You’ve probably heard this one before: a company spends substantial time and capital developing network security measures that they believe will protect their clients and vital company data. But they’ve overlooked the possibility of an “inside job,” and an employee makes off with supposedly secure data without even trying that hard:

“A recent case in which an employee at Progressive Casualty Insurance Co. wrongfully accessed information on foreclosure properties she was interested in buying highlights again the dangers posed to corporate security by insiders.

Progressive officials today confirmed that the company sent out letters in January to 13 people informing them that confidential information, including names, Social Security numbers, birth dates and property addresses had been wrongfully accessed by an employee who has since been fired.” (From Computerworld)

In fairness, the Progressive employee appears more guilty of poor judgment than outright malice, and only a small number of people were affected. That’s not quite as scary as an insider hacking into secure data stores, stealing thousands of personal records, and reselling them to identity thieves. Nonetheless, any security breach can hurt a company, and in the insurance and financial industry it can be deadly. Clients entrust their financial futures to insurers, and a breach of that trust can literally kill the company.

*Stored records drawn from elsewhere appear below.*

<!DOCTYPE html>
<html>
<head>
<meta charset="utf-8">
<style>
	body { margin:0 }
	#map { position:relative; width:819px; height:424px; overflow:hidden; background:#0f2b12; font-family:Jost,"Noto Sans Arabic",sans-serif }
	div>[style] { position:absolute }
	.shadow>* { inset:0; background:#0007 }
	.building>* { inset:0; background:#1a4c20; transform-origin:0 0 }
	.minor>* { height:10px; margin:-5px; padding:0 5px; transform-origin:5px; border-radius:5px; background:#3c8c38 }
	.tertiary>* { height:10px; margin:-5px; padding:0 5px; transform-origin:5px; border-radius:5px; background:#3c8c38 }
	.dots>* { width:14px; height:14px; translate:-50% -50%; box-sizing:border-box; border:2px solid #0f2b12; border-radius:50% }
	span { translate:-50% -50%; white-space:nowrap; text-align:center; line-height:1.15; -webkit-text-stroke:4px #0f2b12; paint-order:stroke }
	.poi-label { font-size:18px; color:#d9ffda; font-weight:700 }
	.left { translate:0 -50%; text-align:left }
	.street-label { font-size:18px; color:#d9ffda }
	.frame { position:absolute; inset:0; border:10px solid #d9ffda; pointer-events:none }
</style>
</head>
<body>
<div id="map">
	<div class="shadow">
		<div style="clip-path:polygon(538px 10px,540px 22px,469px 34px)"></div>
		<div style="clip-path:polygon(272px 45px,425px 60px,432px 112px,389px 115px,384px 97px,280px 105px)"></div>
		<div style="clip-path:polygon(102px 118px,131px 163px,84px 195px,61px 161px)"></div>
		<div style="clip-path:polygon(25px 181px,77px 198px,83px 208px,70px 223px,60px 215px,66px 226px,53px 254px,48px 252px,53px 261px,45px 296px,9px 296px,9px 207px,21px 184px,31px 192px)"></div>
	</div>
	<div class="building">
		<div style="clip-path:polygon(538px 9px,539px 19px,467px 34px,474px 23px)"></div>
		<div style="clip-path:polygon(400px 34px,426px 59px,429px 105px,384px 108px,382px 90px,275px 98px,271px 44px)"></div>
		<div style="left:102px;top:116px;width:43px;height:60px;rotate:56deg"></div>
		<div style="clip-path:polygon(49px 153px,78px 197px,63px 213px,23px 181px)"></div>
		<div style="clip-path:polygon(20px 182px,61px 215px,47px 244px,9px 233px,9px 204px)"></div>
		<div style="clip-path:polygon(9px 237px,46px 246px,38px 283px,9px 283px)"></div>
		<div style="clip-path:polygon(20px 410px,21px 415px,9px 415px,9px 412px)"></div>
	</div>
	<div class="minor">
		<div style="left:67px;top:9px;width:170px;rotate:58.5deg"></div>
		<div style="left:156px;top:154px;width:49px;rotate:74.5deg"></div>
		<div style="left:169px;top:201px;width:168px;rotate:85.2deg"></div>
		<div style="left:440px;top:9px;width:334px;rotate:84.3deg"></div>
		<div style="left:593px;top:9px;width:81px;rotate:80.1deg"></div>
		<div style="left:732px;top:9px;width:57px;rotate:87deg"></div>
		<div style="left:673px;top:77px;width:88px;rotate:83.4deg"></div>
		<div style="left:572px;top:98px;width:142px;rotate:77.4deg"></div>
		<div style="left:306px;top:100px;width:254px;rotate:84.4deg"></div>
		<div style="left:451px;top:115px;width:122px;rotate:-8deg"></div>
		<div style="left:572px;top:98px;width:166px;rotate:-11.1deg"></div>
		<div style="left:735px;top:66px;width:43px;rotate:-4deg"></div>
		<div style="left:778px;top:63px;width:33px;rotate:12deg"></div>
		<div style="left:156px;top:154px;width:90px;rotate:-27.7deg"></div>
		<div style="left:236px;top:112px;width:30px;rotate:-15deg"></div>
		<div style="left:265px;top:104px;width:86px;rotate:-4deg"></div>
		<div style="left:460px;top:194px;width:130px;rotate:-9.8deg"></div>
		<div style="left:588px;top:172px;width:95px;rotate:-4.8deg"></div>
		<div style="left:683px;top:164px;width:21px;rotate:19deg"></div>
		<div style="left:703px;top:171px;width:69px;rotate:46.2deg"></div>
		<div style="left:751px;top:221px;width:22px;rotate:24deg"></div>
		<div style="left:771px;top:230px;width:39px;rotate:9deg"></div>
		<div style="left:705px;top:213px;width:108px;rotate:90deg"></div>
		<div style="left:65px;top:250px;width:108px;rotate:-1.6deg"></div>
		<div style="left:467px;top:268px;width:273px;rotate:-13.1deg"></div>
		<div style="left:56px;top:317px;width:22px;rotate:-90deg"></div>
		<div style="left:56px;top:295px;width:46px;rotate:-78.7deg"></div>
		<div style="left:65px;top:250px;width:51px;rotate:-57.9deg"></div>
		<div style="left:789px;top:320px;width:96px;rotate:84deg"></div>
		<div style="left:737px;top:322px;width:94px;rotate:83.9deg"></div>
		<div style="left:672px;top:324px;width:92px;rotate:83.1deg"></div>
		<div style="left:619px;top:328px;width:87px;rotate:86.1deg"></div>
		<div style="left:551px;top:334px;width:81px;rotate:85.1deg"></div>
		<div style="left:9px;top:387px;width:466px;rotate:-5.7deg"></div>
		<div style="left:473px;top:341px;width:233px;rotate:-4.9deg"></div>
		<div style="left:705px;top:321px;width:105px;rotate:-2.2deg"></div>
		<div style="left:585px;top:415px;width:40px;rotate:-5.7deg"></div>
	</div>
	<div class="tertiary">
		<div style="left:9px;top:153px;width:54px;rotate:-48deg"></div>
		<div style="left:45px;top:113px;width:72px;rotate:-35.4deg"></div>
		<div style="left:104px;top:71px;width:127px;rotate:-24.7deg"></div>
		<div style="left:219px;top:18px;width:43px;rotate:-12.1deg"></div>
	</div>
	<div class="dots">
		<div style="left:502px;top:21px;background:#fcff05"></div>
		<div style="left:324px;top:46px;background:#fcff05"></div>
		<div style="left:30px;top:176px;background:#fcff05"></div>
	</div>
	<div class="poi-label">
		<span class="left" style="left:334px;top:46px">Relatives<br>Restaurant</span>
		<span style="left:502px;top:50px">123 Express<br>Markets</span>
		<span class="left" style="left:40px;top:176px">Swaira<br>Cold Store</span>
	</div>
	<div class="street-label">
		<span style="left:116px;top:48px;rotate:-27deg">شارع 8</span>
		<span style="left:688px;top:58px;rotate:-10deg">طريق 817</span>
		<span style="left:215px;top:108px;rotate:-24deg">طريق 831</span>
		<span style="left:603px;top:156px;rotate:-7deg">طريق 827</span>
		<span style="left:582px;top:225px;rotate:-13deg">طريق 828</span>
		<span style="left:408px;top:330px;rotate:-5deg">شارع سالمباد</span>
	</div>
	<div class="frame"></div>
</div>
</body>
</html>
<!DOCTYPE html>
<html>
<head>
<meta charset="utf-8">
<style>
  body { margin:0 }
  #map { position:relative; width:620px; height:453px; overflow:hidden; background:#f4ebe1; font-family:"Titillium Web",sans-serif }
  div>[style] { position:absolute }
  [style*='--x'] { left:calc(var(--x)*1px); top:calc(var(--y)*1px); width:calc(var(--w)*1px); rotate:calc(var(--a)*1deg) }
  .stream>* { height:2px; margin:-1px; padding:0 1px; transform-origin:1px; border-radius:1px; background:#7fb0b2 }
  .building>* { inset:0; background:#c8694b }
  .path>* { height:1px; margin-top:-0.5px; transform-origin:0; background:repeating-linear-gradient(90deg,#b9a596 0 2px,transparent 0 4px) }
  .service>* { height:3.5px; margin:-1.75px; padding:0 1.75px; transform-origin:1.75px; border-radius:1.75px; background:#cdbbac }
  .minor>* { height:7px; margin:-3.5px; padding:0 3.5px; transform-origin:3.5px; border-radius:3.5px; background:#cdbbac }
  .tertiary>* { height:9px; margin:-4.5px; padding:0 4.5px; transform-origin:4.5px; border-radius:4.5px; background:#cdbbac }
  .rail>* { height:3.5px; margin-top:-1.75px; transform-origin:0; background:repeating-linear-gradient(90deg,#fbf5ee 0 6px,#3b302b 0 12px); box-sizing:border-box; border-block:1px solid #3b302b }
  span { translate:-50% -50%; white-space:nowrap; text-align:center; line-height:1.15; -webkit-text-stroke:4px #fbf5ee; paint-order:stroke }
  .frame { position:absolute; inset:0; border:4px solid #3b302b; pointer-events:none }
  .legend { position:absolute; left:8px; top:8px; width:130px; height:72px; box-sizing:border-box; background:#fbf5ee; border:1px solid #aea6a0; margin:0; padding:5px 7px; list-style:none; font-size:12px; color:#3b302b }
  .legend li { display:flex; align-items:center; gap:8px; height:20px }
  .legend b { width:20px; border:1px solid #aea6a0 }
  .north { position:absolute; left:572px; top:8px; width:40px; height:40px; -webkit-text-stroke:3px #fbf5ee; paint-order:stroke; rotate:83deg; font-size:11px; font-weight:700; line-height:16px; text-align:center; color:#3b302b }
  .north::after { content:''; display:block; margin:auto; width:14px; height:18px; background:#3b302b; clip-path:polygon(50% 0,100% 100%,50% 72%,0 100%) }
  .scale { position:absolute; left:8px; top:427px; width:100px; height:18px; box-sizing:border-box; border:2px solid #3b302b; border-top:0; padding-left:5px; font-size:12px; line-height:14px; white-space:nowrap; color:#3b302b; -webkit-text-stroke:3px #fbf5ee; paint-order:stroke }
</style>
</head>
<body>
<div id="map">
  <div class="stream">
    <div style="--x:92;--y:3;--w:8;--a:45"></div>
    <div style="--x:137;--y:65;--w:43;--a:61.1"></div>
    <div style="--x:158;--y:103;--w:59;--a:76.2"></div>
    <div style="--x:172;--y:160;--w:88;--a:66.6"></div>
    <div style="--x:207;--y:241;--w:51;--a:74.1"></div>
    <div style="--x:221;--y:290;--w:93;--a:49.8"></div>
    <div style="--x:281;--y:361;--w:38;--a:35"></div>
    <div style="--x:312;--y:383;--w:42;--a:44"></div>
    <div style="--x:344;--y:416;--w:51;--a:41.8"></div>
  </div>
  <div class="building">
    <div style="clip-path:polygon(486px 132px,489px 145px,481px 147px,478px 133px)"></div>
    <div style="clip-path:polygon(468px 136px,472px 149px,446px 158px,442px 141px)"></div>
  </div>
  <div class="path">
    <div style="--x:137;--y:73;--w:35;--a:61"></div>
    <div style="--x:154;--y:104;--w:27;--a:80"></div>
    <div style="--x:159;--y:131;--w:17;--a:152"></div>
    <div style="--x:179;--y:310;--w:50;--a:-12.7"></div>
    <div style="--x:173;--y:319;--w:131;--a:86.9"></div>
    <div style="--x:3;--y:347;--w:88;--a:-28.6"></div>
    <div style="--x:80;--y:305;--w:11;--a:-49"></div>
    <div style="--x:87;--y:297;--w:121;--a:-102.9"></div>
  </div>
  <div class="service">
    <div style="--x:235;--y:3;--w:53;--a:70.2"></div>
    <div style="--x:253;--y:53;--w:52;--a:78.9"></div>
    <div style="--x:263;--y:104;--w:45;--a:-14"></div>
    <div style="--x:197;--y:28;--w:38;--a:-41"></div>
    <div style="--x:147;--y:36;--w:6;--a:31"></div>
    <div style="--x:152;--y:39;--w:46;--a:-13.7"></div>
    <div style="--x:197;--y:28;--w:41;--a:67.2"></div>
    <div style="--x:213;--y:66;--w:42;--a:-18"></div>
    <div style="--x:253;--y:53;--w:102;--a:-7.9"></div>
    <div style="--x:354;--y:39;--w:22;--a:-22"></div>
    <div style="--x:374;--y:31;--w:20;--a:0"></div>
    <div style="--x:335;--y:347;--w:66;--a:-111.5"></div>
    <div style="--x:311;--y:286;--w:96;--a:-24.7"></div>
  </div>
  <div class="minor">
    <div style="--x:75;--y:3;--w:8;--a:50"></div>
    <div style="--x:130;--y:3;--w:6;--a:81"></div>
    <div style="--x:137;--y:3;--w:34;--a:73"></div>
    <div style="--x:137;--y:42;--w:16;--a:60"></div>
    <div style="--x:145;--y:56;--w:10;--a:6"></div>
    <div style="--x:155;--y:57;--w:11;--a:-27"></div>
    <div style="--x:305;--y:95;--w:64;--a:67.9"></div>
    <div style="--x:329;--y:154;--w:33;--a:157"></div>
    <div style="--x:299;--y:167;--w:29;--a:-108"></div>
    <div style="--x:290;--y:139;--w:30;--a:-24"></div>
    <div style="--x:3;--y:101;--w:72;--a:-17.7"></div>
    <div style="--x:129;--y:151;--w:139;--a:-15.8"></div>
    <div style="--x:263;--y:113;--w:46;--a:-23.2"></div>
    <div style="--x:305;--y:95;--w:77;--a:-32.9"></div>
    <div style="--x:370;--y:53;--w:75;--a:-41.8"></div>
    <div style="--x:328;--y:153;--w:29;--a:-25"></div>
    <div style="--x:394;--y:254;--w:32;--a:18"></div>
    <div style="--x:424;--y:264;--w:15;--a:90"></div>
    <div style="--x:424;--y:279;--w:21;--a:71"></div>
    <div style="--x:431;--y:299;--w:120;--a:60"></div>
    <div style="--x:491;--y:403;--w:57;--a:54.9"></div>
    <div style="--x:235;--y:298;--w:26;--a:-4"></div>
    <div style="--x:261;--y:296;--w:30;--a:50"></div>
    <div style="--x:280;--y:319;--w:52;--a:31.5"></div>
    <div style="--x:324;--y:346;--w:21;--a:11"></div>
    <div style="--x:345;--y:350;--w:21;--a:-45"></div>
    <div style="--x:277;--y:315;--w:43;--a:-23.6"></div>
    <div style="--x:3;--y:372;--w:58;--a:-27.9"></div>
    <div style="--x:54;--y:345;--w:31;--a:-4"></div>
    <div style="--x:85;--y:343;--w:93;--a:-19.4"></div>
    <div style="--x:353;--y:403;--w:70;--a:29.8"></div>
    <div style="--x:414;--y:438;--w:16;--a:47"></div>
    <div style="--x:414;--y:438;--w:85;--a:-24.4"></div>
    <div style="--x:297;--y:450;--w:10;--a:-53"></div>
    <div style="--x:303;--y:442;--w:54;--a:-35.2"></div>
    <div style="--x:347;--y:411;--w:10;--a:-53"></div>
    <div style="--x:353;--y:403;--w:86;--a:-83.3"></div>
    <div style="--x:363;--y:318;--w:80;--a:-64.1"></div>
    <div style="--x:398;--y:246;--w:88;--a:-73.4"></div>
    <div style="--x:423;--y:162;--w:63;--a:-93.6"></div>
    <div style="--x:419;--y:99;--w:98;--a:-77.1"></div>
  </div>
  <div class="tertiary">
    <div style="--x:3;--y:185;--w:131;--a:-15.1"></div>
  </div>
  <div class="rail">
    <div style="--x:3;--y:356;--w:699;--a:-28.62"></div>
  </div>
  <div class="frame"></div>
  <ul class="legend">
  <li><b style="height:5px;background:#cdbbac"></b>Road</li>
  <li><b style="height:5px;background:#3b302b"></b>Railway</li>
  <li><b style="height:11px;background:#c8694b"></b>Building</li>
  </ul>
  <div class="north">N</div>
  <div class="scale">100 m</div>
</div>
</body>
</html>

“For insurance companies, a data breach spells instant trouble - the least of which is potential loss of reputation, brand and revenue. If a court of law rules the insurance company is negligent, a data breach has the potential of ultimately shutting the carrier’s doors.

Recent research by the Chief Marketing Officer Council, Palo Alto, Calif., revealed that a company loses, on average, from 0.63% to 2.10% value in stock price when a breach is reported - equivalent to a loss in market capitalization of $860 million to $1.65 billion per incident.” (From Insurance Networking)

Insurance companies, investment firms, banks, and other financial service providers simply can’t afford to leave data unprotected. Unfortunately, traditional IT solutions leave insiders too many opportunities to access, duplicate, and potentially lose confidential information.

Ultimately, the safety of corporate data depends on three things: people, process and technology. An educated and ethical workforce can go a long way toward protecting client records, sensitive information, and intellectual property. Most companies have established processes around determining what information is sensitive and keeping it secure, but without eliminating the old box PC set-up and shifting to a centralized PC Blade solution, the IT organization cannot guarantee enforcement of those processes, security policies and access control privileges. The chances of data wandering off - intentionally or not - go down significantly when it all lives in one secure location.